Event ID 703 — Trust Policy and Configuration
Applies To: Windows Server 2008
.jpg)
The Active Directory Federation Services (AD FS) trust policy file defines the set of parameters that a Federation Service requires to identify partners, certificates, account stores, claims, and the various properties of these entities that are associated with the Federation Service.
Event Details
| Product: | Windows Operating System |
| ID: | 703 |
| Source: | Microsoft-Windows-ADFS |
| Version: | 6.0 |
| Symbolic Name: | SigningMethodChainNotValid |
| Message: | The Federation Service has detected a discrepancy between its signing and verification methods. If this condition is caused by a change in trust policy, the Federation Service will continue to use the old trust policy until the condition is resolved. If this condition occurs at startup, the Federation Service will not be able to service requests until the condition is resolved. Signing certificate thumbprint: %1 The certificate chain for the signing certificate cannot be verified. Native Error Code: %2 User Action The native error code comes from CertGetCertificateChain or CertVerifyCertificateChainPolicy. Check the documentation to determine the error code, and take action accordingly. For example, if the error code is CERT_E_EXPIRED, the signing certificate has expired and must be replaced or renewed. |
Resolve
Replace or renew the invalid token-signing certificate
The native error code comes from CertGetCertificateChain or CertVerifyCertificateChainPolicy.

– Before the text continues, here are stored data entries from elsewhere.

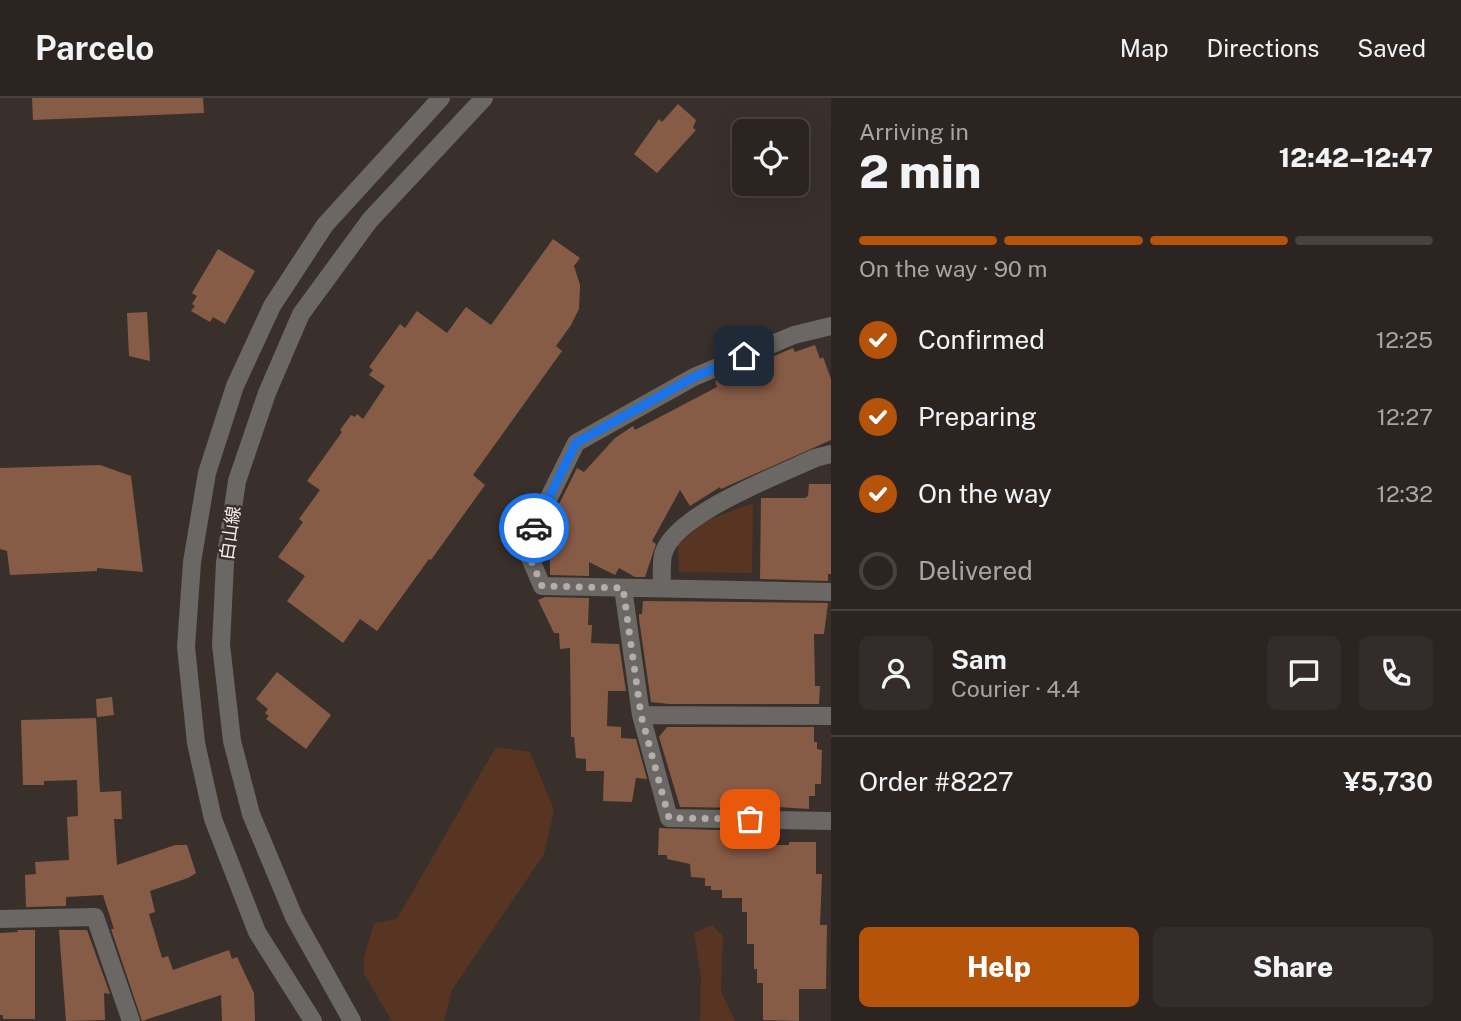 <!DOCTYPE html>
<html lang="en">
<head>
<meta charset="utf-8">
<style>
	:root { --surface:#2b2421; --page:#332c2a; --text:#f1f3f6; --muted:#a6a4a5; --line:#47413f; --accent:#b45309 }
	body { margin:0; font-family:"Public Sans","Noto Sans JP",sans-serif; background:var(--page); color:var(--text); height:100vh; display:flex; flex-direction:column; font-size:26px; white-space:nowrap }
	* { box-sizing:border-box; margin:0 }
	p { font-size:23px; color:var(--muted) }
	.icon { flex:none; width:38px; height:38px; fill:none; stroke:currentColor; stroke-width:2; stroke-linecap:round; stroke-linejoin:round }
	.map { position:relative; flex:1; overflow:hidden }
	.drawer { display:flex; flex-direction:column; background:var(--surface); width:630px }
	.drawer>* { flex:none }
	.controls { position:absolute; left:732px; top:21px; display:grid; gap:14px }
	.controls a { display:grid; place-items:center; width:77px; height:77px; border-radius:10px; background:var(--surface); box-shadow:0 7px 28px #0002,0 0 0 2px var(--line); font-size:35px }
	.pin { position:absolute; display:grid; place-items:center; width:60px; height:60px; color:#fff; margin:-30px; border-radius:14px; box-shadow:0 4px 10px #0006 }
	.courier { position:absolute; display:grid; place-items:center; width:70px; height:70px; margin:-35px; border:5px solid #1a73e8; border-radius:50%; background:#fff; color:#222; box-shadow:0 2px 9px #0007 }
	.overview em { font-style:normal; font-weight:800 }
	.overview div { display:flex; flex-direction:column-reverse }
	.overview { display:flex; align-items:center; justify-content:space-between; height:119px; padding:0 28px }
	h1 { font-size:46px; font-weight:800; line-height:52px }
	.bar { display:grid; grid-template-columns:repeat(4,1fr); gap:10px 7px; align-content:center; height:84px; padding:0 28px }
	.bar i { height:9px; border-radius:5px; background:var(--line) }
	.bar .current { background:var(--accent) }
	.bar p { grid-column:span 4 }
	.line { display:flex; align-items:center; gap:18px; padding:0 28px; border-top:2px solid var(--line) }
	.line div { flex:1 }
	.round { display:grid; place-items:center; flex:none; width:74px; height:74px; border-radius:10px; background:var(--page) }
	ol { padding:0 28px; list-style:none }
	li { display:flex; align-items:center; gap:21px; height:77px }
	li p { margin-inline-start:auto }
	li .icon { padding:7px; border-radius:50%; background:var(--accent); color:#fff; stroke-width:4 }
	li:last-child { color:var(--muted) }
	li i { width:38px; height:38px; border:4px solid var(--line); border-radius:50% }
	.button { display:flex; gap:14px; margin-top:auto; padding:14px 28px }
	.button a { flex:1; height:80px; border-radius:10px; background:var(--accent); color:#fff; font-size:28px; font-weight:800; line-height:80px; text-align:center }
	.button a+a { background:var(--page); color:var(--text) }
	header { display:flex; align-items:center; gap:42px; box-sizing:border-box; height:98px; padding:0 35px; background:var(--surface); border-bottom:2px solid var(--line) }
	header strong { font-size:33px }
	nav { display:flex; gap:38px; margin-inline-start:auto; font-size:24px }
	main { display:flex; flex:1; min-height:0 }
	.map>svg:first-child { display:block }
</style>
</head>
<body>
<header>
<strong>Parcelo</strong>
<nav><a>Map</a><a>Directions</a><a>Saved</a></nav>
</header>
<main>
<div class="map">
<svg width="831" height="923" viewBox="0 0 831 923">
	<rect width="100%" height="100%" fill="#39302c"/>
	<path fill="#583422" d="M753,405l-1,70 -73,-1 -1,-27 25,-23z
		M496,649l34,5 24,58 -10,44 -92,136 -8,31h-52l-28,-47v-17l10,-34 23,-4z
		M712,827l11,11 -2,56 14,29h-35l1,-44 -7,-44z"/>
	<path fill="#875c47" d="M32,0h171l1,15 -171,7z
		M678,6l18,16 -3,8 3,2 -39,43 -23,-19 25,-35 3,3z
		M553,141l27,19 -6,8 6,19 -1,24 -8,16 -15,21 6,5 -89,124 12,10 -54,75 -2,-1 -52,72 -17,-12 -17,24 -56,-42 18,-25 -27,-19 25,-35 -4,-3 21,-29 -13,-9 35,-49 -2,-2 11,-15 4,2 2,-3 6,5 22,-33 -16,-11 4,-5 -4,-3 31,-43 5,4 12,-17 30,22 19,-26 25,18z
		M218,151l37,22 -30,53 -12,-7 -3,5 -19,-11 4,-5 -3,-2 5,-8 -5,-3z
		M147,214l3,49 -21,-5 -2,-43z
		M815,247l5,14 3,-2 8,22v61l-110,49 -1,-2 -30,19 -10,-16 -28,51 4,3 -11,33h-10l-16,-9 -4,7 -26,-13v14l-39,-1v-15h-4l1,-14h-9l39,-78 7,4 31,-34 18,-12 2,4 82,-43 -2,-6 78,-33 2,4z
		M100,367l31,11 12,96 -46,-4v3l-87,4 -3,-24 -7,-2v-81z
		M809,386h22v90h-3v7l-68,-2 1,-81h44l3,-2z
		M545,499l44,1 -1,27h4l-1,18 28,1 7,47h-18l-1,35 14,1v11l15,1 11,40 -11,-1 -4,24 -29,-1 1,-30h-18v-12l-10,-1 -2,-21h-3l-1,-89 -10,1 -1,-16h-5l-16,-33z
		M643,503l185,2 -4,31h-10l1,52h5l-1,18h-150l-18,-2 -12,-83v-5h3z
		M277,574l54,43 -25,34 -40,-30 3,-3 -4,-3 3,-4 -12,-10z
		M112,599l2,18 -17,2 -1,-18z
		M96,620l4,74 21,-1 1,28h-8l3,46 58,-20h12l9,28 -8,5 -38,13 5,21 -6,2 13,44 6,-2 5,14 56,-20 3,9 5,-2 17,36 1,28h-33l-1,-26 -79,26 -31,-92h3l-11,-34 -37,2v9l-40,1 -1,-32 11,-1 -1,-12 34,-2 -2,-43 11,-1 -1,-36 -33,1v4h-21l-2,-65z
		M667,629h147v15h3v7l5,1 -1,34h-6v12h-6v13l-64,-4v3l-65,-1 -21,-70z
		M659,730l86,3 -1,14h45v-3h27v32h6l-2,51h7l-1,64h-27v32l-36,-1v-37h-6v-14h-3v-25h-7v-32h-5v-14h-20v-8h-11v-4h-6v-8l-14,-1 -1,-13 -23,-5v-4h-9z
		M17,832h18v89h-32v-4h-3v-82l18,-1z
		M59,832h28l23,64 -6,-1 1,27 -39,1z"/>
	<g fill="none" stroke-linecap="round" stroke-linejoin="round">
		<path stroke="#6b6765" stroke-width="18" d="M831,228l-37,9 -100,42 -118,66 -51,103 17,40 289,6
			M623,490l18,127 28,103 162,3
			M662,490c0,-11 -1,-23 1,-33 9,-40 116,-80 152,-97l16,-4
			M641,617l190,1
			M0,821l95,-2 36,104"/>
		<path stroke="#6b6765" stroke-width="18" d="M313,923l-56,-89 -44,-113 -17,-76 -10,-96 6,-85 15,-89 28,-87 37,-80 53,-81 116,-127
			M352,923l-58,-104 -43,-103 -19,-73 -11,-96 4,-82 12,-82 30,-88 34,-79 69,-94 114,-122"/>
	</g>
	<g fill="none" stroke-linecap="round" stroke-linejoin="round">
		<path stroke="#b4ada9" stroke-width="7" stroke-dasharray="0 12.6" d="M534,430l-9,18 17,40 81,2 18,127 28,103 81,1"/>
		<path stroke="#1a73e8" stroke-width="9" d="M534,430l42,-85 118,-66 50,-21"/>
	</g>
	<g text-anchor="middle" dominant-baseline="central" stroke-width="5" stroke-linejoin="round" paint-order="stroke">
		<g font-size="18" fill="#f6f0ed" stroke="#39302c">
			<text transform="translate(230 435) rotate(-82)">白山線</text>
		</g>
	</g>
</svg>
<div class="controls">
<a><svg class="icon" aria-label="locate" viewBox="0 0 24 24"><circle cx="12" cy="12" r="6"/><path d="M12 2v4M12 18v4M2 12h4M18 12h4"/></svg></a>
</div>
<div class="pin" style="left:750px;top:721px;background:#ea580c"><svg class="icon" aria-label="bag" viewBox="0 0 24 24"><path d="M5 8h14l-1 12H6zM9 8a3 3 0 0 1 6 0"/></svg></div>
<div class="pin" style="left:744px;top:258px;background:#1f2937"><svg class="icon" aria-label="home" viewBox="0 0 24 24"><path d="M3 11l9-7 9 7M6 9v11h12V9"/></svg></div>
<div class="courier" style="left:534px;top:430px"><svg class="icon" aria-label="car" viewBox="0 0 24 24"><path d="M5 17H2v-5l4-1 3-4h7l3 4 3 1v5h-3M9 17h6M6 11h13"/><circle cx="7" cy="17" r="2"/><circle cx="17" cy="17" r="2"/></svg></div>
</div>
<section class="drawer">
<div class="overview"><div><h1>2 min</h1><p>Arriving in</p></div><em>12:42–12:47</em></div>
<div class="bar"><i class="current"></i><i class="current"></i><i class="current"></i><i></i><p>On the way · 90 m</p></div>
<ol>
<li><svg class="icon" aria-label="check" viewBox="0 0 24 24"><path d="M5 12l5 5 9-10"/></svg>Confirmed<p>12:25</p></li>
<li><svg class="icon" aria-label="check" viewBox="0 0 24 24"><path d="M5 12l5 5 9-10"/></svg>Preparing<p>12:27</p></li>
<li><svg class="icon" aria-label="check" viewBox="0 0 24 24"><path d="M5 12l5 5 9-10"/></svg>On the way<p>12:32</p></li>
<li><i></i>Delivered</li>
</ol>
<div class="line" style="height:126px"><a class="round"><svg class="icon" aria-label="person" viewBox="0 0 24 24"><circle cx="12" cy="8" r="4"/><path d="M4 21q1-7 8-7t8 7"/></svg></a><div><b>Sam</b><p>Courier · 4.4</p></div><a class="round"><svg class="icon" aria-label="chat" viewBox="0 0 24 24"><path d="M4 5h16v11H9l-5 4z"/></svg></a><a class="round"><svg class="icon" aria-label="phone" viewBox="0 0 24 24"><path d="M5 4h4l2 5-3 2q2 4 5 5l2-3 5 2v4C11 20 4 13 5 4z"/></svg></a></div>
<div class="line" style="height:91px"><div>Order #8227</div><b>¥5,730</b></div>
<div class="button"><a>Help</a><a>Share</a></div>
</section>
</main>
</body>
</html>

This error occurs because the token-signing certificate is not valid. That is, it is not trusted, it is expired or revoked, or the certificate revocation list (CRL) of the certificate is not reachable.
For more information about token-signing certificates and how to request one from Microsoft Certificate Services, see Certificate Requirements for Federation Servers (https://go.microsoft.com/fwlink/?LinkId=110473).
Check Event Viewer to determine the error code. Use Winerror.exe to get more information about the error, and take action accordingly. For example, if the error code is CERT_E_EXPIRED, type winerror.exe CERT_E_EXPIRED at a command prompt, and then press ENTER.
You can obtain the Winerror.exe tool by downloading the Windows Driver Kit (WDK). For more information about the WDK, see Index of Windows Driver Kit Tools (https://go.microsoft.com/fwlink/?LinkId=110509).
Verify
Verify that you can access the Active Directory Federation Services (AD FS)-enabled application from a client browser and that the resource can be accessed.